- TASK STATEMENT
Entries follow. Return each line that contains the word "halo".

++++++++++

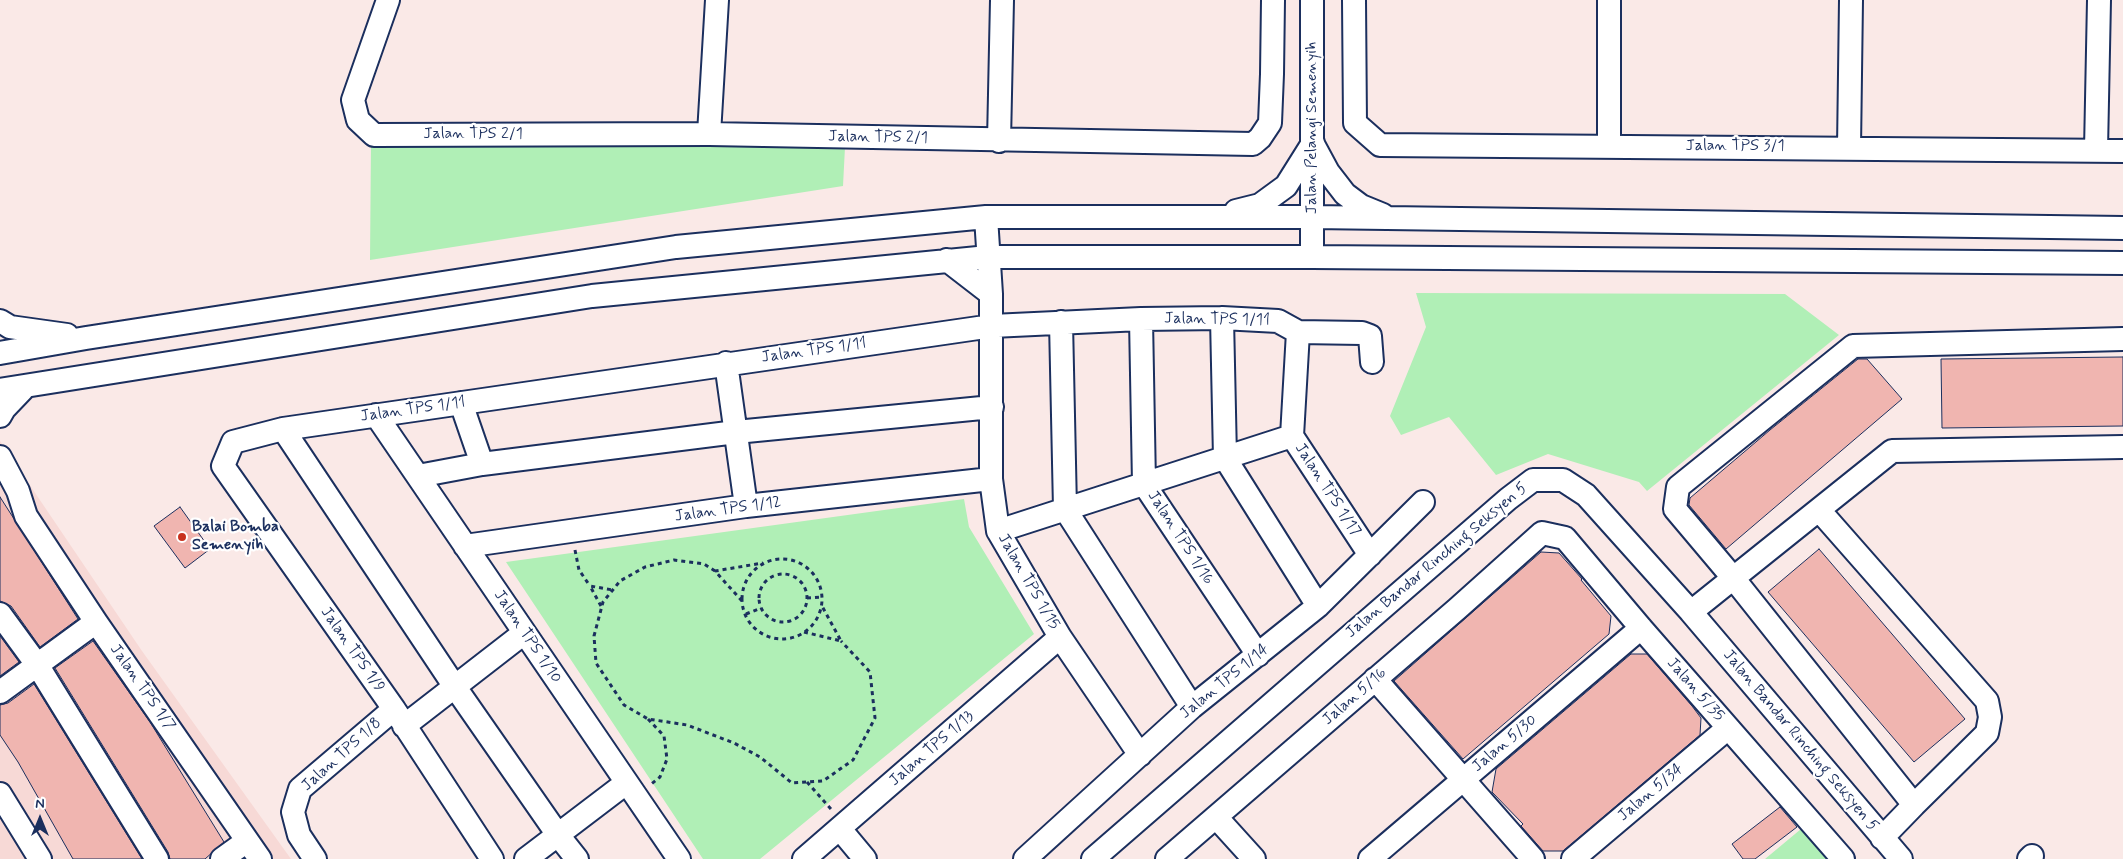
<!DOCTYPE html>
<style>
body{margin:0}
#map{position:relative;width:2123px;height:859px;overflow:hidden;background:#fae9e7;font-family:Mynerve,sans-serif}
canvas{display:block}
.north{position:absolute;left:15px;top:794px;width:50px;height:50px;-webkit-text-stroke:4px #fff;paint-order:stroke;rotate:0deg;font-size:14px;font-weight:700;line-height:20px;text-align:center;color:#1b2f5e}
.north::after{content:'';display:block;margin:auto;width:18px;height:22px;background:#1b2f5e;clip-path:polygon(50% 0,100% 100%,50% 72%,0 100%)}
</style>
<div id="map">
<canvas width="2123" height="859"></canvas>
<div class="north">N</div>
</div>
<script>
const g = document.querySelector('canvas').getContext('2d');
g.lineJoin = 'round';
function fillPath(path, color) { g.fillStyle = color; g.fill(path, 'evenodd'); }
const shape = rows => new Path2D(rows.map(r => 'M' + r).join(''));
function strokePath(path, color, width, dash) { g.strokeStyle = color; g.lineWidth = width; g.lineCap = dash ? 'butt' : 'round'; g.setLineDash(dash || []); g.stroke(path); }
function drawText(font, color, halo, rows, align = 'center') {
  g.font = font + ' Mynerve,sans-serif'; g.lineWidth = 4.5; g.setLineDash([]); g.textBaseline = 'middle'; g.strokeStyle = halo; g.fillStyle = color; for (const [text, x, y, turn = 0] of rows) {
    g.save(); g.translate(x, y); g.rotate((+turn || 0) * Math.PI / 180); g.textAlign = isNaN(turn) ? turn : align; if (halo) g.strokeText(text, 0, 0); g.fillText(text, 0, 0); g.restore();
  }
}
fillPath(shape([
 [0,441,142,651,291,859,0,859]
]), '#f7d9d6');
fillPath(shape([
 [371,141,845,147,843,186,370,260],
 [1416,293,1785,294,1839,335,1647,491,1639,482,1548,454,1496,475,1449,417,1401,435,1390,416,1426,327],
 [964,499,969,527,1034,634,760,859,703,859,506,562],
 [1801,829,1827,859,1765,859]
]), '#b0efb6');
const building = shape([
 [2123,357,2123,426,1942,428,1941,359,2123,357],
 [1858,359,1867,359,1902,399,1726,549,1689,505,1690,498,1770,430,1858,359],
 [0,497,78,619,40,647,11,606,0,601,0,497],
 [180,507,210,549,185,568,154,526,180,507],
 [1819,549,1965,719,1914,762,1768,592,1819,549],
 [1541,552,1559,553,1582,579,1581,580,1611,616,1609,634,1463,759,1394,681,1541,552],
 [0,636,19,662,0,676,0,636],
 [93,641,150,722,224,842,205,859,170,859,168,852,55,668,93,641],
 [1631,654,1647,654,1692,706,1701,718,1700,735,1563,851,1543,851,1521,826,1523,824,1492,792,1496,769,1631,654],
 [34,684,142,859,73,859,18,762,0,735,0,705,8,703,34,684],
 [1780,807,1797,827,1755,859,1743,859,1732,844,1780,807]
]);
fillPath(building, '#f0b5b0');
strokePath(building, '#1b2f5e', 1);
const minor = shape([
 [388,0,353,100,358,120,374,135,709,134,1253,144,1260,138,1270,123,1272,74,1273,0],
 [1354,0,1355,123,1380,145,2123,151],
 [1609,0,1609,146],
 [709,134,717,0],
 [999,141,1002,0],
 [1314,146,1328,172,1345,194,1361,206,1383,215],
 [1849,148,1851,0],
 [2096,150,2099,0],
 [1236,211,1260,205,1286,186,1313,143],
 [986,217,991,294,991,479,998,531,1060,637,1140,755],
 [1312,257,1312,0],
 [947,260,991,294],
 [1222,318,1225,458,1318,606],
 [1141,319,1144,484,1258,655],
 [0,321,10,327,67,335],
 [1061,322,1065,509,1192,707],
 [1298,332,1292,436,1370,555],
 [0,353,86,338,676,247,986,217,1313,217,2123,228],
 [726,363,746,506],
 [0,390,592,296,988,257,1312,257,2123,263],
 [461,403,482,464,736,432,992,407],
 [376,415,679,859],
 [0,416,4,409,25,387],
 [283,429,455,687,558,835,577,859],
 [0,457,18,491,26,516,96,622,260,859],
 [418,476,482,464],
 [1819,510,1987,701,1990,717,1987,733,1914,805,1734,579,1675,509,1678,487,1853,346,2123,339],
 [998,531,1292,436],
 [465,546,746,506,991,479],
 [1691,612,1892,451,2123,447],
 [0,614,38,666,157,859],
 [1375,679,1533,859],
 [0,692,96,622],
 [404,726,524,633],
 [0,794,40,859],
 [1216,817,1254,859],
 [840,829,865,859],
 [1882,838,1914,805],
 [222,859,247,841],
 [315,859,299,835,293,812,300,789,394,709],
 [492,859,394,709,223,466,233,442,283,429,992,326,1141,319,1222,318,1278,321,1298,332,1362,333,1370,336,1372,362],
 [526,859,626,783],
 [804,859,1060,637],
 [1025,859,1192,707,1318,606,1423,502],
 [1093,859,1508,499,1533,480,1563,480,1586,495,1691,612,1901,859],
 [1167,859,1457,609,1542,533,1565,538,1641,628,1843,859],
 [1370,859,1641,628],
 [1573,859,1728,728],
 [2029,859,2032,856]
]);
strokePath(minor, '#1b2f5e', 26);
strokePath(shape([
 [575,550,579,570,590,586],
 '742 599a40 40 0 1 1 80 0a40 40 0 1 1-80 0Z',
 [715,571,704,564,674,560,645,567,620,581,603,602,594,636,596,663,624,705,648,719,687,725,734,743,760,757,792,783,823,781,853,760,875,718,870,672,841,641],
 '759 598a24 24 0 1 1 48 0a24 24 0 1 1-48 0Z',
 [807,598,822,597],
 [742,601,715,571,763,563],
 [601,606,590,586,613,590],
 [746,614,761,608],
 [804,632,841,641,822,606],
 [648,719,664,736,667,759,660,777,650,785],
 [807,782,831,809]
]), '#1b2f5e', 3, [4, 4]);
strokePath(minor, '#fff', 22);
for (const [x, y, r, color] of [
 [182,537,5,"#c8321e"]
]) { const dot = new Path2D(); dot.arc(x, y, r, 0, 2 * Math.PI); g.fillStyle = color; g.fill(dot); strokePath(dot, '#fff', 2); }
drawText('16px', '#1b2f5e', '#fff', [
 ["Jalan Pelangi Semenyih",1313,128,-90],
 ["Jalan TPS 2/1",473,135],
 ["Jalan TPS 2/1",878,138,1],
 ["Jalan TPS 3/1",1735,147],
 ["Jalan TPS 1/11",1217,320,1],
 ["Jalan TPS 1/11",814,351,-8],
 ["Jalan TPS 1/11",413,410,-8],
 ["Jalan TPS 1/17",1327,490,57],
 ["Jalan TPS 1/12",728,510,-8],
 ["Jalan TPS 1/16",1180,538,57],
 ["Jalan Bandar Rinching Seksyen 5",1437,561,-40],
 ["Jalan TPS 1/15",1028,582,60],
 ["Jalan TPS 1/10",527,637,56],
 ["Jalan TPS 1/9",352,650,55],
 ["Jalan TPS 1/14",1225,682,-39],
 ["Jalan TPS 1/7",142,688,55],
 ["Jalan 5/35",1695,690,49],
 ["Jalan 5/16",1355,697,-41],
 ["Jalan Bandar Rinching Seksyen 5",1800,741,50],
 ["Jalan 5/30",1505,744,-40],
 ["Jalan TPS 1/13",932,749,-41],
 ["Jalan TPS 1/8",342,755,-42],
 ["Jalan 5/34",1651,793,-40]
]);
drawText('bold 16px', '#1b2f5e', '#fff', [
 ["Balai Bomba",192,528],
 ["Semenyih",192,546]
], 'left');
</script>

++++++++++

- EXERCISE ANSWER
function drawText(font, color, halo, rows, align = 'center') {
  g.font = font + ' Mynerve,sans-serif'; g.lineWidth = 4.5; g.setLineDash([]); g.textBaseline = 'middle'; g.strokeStyle = halo; g.fillStyle = color; for (const [text, x, y, turn = 0] of rows) {
    g.save(); g.translate(x, y); g.rotate((+turn || 0) * Math.PI / 180); g.textAlign = isNaN(turn) ? turn : align; if (halo) g.strokeText(text, 0, 0); g.fillText(text, 0, 0); g.restore();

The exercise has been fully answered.